Since I know this is an educated bunch, I thought it would be interesting to see what you all thought about how big discoveries in the world could be attributed to Elite education.<p>Are elite schools really significant to truly disruptive innovation?<p>Do they just attract smart people, and smart people tend to have good ideas and execute them well?<p>What is it specifically about these schools that cultivates disruptive innovations that lacks at other "non-elite" schools?<p>Please leave your honest evaluations below.  They will be useful in my ongoing side-project on graduate admissions.
======
russell
If you broaden it a bit to include other elite schools like MIT, Stanford,
Berkeley, Caltech, etc. the impact is enormous. Their innovations won WWII.
Their students and alumni founded HP, Microsoft, Google, Yahoo, MySpace,
Intel, and on and on. These schools tend to have alumni networks all over the
place. There are Harvard Clubs coast to coast.

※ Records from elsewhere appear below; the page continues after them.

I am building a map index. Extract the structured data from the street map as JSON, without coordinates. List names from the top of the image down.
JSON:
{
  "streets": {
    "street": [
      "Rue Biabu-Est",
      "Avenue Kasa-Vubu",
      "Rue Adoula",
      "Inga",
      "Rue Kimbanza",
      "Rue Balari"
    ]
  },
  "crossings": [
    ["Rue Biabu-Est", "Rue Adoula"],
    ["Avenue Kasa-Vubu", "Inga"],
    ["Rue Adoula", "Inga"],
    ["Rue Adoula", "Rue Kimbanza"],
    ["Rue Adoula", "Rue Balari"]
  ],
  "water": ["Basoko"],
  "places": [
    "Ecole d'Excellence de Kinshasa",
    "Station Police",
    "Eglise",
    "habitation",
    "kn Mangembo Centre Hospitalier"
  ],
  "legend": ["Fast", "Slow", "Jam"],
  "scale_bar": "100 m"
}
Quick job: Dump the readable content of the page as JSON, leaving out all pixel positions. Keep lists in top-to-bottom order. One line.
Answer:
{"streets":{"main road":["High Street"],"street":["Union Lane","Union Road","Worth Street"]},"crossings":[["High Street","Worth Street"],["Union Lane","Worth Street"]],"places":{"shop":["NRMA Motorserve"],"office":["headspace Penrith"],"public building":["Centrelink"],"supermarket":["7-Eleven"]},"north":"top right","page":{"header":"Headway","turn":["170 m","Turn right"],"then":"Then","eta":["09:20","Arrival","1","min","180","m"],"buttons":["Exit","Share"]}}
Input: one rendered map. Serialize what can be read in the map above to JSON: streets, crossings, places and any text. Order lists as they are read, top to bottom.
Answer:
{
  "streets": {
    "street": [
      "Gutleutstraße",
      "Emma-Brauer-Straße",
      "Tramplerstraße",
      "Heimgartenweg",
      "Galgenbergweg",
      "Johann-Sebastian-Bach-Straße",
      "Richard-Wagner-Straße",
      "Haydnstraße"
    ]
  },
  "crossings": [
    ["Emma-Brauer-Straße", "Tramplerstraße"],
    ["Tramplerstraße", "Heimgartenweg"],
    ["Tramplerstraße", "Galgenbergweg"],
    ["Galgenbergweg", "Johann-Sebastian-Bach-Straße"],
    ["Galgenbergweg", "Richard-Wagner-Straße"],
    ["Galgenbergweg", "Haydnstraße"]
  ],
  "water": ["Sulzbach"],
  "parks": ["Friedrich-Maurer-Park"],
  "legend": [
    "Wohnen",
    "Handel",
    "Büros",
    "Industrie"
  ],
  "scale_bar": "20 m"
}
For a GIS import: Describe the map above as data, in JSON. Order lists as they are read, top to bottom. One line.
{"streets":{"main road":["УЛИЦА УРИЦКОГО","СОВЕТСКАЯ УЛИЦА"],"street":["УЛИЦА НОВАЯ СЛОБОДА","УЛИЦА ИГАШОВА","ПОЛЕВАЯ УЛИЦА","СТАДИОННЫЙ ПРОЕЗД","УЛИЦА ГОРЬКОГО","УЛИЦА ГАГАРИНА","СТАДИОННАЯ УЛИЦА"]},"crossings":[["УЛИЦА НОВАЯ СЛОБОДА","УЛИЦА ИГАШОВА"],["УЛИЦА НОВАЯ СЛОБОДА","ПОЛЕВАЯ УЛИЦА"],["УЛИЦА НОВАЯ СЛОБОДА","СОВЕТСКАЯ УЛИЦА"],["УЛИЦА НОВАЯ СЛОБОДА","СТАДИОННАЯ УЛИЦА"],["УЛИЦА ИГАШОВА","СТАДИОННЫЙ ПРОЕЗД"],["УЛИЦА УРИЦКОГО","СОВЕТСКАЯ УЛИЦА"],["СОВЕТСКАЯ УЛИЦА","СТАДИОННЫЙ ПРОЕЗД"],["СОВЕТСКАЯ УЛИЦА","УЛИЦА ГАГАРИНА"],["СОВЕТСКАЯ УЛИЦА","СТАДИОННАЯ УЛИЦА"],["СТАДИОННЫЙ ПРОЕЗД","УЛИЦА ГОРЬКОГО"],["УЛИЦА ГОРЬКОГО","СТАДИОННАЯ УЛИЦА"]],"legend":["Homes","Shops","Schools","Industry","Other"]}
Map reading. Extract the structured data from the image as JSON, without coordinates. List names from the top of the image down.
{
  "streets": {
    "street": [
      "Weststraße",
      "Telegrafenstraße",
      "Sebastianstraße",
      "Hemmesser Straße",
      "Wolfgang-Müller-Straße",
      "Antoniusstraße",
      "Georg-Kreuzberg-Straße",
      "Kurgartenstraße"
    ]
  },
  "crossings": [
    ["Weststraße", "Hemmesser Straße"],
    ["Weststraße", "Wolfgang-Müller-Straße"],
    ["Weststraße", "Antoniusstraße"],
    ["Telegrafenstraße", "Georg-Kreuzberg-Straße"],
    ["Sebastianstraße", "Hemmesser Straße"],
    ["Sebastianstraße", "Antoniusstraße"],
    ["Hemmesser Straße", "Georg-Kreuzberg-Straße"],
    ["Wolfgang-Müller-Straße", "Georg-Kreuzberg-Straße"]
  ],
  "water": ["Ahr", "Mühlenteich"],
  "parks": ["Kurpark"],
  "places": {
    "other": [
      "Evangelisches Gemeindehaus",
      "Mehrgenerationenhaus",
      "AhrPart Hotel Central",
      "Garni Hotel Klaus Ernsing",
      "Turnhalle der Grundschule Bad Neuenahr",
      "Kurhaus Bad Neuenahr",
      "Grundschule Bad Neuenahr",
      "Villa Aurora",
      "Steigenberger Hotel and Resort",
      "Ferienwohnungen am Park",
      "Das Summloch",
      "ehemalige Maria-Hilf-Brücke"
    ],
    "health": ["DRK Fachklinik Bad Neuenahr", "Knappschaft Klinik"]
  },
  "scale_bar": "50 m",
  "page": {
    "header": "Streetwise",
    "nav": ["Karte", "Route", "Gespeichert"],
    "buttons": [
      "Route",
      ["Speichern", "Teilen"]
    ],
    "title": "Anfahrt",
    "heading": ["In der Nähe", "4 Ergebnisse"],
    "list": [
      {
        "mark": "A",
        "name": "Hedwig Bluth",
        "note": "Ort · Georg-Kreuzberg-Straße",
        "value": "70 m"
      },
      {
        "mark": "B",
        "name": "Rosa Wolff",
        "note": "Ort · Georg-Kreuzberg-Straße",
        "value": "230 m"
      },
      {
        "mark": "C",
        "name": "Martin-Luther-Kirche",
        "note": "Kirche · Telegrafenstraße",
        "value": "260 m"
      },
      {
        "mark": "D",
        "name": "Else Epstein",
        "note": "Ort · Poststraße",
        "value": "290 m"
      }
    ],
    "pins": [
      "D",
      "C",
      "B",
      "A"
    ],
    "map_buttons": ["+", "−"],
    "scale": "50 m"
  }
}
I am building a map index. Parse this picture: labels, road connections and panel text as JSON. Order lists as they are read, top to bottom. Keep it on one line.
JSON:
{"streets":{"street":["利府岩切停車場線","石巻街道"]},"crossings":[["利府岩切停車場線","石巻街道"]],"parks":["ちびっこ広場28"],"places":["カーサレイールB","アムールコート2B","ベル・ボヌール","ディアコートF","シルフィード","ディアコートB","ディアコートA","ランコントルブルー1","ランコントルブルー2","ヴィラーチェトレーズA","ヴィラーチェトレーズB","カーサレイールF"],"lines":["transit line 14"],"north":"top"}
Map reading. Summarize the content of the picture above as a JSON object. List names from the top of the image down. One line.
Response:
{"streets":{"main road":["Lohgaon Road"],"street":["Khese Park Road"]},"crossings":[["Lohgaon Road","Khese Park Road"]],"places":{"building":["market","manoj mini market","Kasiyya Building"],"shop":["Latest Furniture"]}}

Take a look at Nobel Prizes; these schools dominate. Take a look at the
diploma on your doctor's or lawyer's wall.

"Do they just attract smart people, and smart people tend to have good ideas
and execute them well?" Not necessarily that they think better or execute
better than everyone else. It's just that in the aggregate there are so many
of them that there are bound to be ones around anything significant.

As a counterpoint, I live near Cal Poly, San Luis Obispo. It's not a top tier
school, but it's surprising the number of successful startups that have come
out of it. Jamba Juice come to mind.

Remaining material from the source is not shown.